▶ [Action item] Show all lines containing "Ardilla" from the data below.

▶ [Data records]

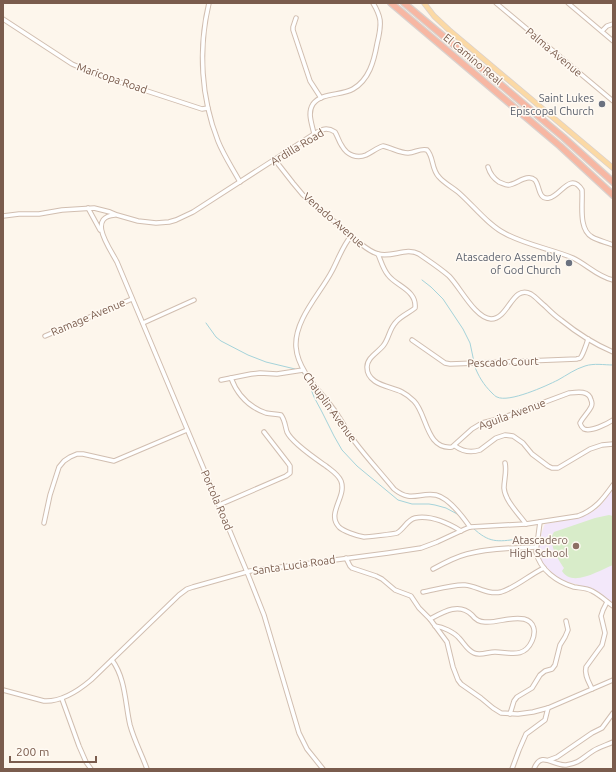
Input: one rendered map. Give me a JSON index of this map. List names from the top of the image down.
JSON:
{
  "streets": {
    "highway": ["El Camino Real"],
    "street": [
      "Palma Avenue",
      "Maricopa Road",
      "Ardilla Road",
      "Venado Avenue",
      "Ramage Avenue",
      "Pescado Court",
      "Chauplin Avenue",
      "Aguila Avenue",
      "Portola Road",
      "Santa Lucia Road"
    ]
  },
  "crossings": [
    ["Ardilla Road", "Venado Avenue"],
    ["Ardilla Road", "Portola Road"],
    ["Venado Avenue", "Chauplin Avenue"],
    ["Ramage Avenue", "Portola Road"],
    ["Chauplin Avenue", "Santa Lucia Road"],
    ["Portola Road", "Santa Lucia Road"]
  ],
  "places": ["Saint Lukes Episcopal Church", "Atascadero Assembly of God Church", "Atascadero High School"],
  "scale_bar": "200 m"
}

▶ [Task solution]
      "Ardilla Road",
    ["Ardilla Road", "Venado Avenue"],
    ["Ardilla Road", "Portola Road"],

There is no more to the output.